Pull every line containing "Southwest" out of the material below.

[Start of section]

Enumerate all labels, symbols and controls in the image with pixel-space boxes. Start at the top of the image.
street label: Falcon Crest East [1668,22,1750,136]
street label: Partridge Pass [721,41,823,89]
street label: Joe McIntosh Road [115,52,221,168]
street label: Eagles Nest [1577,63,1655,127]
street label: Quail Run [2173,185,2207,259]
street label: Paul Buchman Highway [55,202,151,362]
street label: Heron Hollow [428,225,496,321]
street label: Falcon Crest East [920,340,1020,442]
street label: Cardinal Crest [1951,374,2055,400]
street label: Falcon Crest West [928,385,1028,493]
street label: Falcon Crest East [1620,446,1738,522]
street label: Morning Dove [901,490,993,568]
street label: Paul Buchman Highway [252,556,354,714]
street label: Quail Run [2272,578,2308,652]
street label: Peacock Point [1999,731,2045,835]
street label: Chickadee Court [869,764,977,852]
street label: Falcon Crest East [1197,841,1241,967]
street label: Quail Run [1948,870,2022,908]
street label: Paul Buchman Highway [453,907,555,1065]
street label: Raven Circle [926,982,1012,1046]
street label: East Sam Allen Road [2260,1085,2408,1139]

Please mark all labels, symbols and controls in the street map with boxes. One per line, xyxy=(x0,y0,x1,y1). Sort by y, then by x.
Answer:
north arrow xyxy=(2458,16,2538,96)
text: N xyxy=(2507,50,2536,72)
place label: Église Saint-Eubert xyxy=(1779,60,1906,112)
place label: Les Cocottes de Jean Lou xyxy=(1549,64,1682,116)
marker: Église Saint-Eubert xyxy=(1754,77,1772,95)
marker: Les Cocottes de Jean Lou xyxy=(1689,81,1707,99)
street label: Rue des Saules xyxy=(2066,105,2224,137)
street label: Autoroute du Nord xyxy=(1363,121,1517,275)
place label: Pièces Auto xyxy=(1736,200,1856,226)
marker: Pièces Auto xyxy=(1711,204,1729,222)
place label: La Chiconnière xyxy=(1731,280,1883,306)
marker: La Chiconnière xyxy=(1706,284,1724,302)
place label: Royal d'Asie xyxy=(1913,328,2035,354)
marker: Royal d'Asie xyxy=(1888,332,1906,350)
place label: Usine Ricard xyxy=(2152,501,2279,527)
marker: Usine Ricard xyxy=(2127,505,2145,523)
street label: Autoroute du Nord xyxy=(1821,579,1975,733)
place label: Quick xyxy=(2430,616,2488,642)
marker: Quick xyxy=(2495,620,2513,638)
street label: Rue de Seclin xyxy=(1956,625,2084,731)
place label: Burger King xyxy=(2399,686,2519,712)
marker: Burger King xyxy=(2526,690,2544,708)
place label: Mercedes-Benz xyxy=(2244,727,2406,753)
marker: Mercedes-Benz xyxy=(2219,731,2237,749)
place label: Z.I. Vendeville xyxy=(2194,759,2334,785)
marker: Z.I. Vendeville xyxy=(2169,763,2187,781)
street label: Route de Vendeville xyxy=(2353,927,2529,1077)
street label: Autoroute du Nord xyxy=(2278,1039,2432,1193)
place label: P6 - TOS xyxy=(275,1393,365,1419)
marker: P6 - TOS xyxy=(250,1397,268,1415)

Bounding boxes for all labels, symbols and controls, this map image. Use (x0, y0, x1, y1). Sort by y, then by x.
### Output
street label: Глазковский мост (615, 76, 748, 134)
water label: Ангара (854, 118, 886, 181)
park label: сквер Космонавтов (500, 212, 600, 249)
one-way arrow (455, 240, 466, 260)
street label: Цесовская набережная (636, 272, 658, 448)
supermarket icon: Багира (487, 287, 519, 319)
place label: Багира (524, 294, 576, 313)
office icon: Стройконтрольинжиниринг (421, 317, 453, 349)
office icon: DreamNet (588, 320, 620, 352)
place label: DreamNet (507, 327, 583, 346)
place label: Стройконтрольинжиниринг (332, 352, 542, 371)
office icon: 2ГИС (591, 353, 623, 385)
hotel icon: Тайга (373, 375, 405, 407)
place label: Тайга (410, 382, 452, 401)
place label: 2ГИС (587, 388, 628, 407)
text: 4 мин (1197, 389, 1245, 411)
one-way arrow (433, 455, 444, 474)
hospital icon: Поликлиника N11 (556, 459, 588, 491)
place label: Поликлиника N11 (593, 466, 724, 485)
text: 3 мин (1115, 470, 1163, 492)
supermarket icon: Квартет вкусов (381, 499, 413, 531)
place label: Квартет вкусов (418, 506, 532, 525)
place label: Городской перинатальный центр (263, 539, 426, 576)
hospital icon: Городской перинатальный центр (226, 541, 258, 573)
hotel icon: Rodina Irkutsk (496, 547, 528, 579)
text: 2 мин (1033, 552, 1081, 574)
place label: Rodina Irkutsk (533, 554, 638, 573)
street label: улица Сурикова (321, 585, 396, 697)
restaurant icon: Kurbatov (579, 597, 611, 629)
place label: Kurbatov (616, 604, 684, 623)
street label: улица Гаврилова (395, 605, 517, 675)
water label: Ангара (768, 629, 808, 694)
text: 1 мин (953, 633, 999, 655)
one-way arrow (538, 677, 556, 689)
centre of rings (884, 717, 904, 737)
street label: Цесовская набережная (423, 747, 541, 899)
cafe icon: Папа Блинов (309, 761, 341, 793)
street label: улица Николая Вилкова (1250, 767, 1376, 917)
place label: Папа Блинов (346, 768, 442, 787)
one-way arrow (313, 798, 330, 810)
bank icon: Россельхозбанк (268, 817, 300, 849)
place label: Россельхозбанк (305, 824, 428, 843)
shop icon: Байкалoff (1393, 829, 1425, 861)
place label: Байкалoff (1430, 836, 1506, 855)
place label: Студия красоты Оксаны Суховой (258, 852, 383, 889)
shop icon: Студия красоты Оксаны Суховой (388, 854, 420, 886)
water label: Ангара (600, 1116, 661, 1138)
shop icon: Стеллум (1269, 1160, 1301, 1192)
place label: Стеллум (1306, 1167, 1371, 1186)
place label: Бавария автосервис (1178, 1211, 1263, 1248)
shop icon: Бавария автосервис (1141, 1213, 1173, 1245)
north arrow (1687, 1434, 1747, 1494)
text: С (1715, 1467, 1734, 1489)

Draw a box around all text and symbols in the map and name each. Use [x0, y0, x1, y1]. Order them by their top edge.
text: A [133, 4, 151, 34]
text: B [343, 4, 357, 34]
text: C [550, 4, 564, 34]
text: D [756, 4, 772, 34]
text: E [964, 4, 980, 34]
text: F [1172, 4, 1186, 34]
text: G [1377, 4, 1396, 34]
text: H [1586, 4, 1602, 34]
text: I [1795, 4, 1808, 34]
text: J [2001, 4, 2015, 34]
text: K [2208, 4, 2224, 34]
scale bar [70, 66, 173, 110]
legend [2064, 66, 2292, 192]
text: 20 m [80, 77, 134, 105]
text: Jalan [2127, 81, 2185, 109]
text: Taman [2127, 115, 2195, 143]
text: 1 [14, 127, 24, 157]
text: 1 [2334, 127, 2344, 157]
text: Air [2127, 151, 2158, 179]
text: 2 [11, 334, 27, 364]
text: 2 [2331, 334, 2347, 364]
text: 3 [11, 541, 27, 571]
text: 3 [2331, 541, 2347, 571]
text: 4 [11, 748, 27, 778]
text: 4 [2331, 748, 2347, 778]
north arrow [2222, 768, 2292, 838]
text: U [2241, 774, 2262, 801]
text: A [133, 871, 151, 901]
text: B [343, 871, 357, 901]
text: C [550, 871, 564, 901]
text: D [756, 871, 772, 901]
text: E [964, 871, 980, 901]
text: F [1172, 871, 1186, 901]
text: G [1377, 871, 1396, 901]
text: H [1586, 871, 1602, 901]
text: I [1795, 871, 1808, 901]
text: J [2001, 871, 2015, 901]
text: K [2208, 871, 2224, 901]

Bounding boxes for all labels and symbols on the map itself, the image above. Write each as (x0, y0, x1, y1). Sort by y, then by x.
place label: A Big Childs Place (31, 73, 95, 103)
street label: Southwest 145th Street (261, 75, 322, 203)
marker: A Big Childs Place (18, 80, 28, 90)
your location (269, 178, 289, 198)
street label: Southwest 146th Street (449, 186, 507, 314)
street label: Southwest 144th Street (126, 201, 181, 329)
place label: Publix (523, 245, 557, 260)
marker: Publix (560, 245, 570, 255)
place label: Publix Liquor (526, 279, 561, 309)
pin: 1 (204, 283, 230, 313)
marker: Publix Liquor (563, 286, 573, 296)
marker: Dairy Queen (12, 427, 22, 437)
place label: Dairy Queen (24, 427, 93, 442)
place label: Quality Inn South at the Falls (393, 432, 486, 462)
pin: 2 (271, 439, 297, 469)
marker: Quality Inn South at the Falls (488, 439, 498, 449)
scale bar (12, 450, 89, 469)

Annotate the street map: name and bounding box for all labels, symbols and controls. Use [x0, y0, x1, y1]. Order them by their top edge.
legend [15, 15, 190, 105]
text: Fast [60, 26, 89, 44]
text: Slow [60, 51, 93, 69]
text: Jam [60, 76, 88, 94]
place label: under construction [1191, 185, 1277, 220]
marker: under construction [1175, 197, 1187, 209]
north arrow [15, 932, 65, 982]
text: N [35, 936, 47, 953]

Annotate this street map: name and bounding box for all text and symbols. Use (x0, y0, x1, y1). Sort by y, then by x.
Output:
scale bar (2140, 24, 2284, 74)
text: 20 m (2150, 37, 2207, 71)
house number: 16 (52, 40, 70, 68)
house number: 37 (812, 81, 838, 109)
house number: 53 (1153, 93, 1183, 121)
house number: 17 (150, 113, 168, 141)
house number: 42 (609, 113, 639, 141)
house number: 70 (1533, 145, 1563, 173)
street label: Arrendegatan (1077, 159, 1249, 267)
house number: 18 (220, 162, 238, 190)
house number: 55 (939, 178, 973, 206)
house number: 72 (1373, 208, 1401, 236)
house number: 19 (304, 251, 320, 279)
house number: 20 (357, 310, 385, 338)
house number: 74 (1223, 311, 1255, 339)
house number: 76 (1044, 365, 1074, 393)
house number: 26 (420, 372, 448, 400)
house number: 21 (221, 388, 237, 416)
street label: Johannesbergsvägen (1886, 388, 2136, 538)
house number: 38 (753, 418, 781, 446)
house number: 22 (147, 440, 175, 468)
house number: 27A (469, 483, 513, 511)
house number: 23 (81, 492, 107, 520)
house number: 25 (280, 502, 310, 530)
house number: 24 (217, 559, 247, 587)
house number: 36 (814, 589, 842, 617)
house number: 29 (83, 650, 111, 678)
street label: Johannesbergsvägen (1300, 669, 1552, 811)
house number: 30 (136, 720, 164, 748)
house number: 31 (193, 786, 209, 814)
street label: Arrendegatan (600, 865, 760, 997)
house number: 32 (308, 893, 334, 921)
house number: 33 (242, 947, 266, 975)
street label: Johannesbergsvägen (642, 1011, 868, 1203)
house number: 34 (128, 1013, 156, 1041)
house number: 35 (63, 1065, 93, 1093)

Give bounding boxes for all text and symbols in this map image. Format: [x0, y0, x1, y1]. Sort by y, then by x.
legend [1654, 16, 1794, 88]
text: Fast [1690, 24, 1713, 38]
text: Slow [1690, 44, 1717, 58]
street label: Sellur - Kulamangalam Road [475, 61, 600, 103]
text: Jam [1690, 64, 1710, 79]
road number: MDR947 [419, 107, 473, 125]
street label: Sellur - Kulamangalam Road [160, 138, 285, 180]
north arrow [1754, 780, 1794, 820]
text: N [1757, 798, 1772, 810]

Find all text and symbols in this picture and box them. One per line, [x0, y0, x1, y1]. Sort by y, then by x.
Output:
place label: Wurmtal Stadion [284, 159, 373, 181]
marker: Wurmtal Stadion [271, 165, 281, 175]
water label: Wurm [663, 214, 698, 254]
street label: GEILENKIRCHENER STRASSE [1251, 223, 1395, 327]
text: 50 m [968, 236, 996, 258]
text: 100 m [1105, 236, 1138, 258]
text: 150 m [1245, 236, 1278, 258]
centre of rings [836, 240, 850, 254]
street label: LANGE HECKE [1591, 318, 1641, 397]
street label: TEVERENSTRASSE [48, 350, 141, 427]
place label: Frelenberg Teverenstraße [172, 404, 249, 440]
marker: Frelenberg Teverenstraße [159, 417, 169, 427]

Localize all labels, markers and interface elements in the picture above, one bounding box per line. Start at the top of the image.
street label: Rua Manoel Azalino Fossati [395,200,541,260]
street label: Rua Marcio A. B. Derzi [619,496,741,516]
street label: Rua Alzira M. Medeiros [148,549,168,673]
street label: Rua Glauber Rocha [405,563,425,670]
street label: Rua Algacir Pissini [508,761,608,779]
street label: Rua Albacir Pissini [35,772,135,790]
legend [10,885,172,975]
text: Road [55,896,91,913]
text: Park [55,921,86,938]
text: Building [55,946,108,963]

[End of section]

ANSWER BOX:
street label: Southwest 145th Street (261, 75, 322, 203)
street label: Southwest 146th Street (449, 186, 507, 314)
street label: Southwest 144th Street (126, 201, 181, 329)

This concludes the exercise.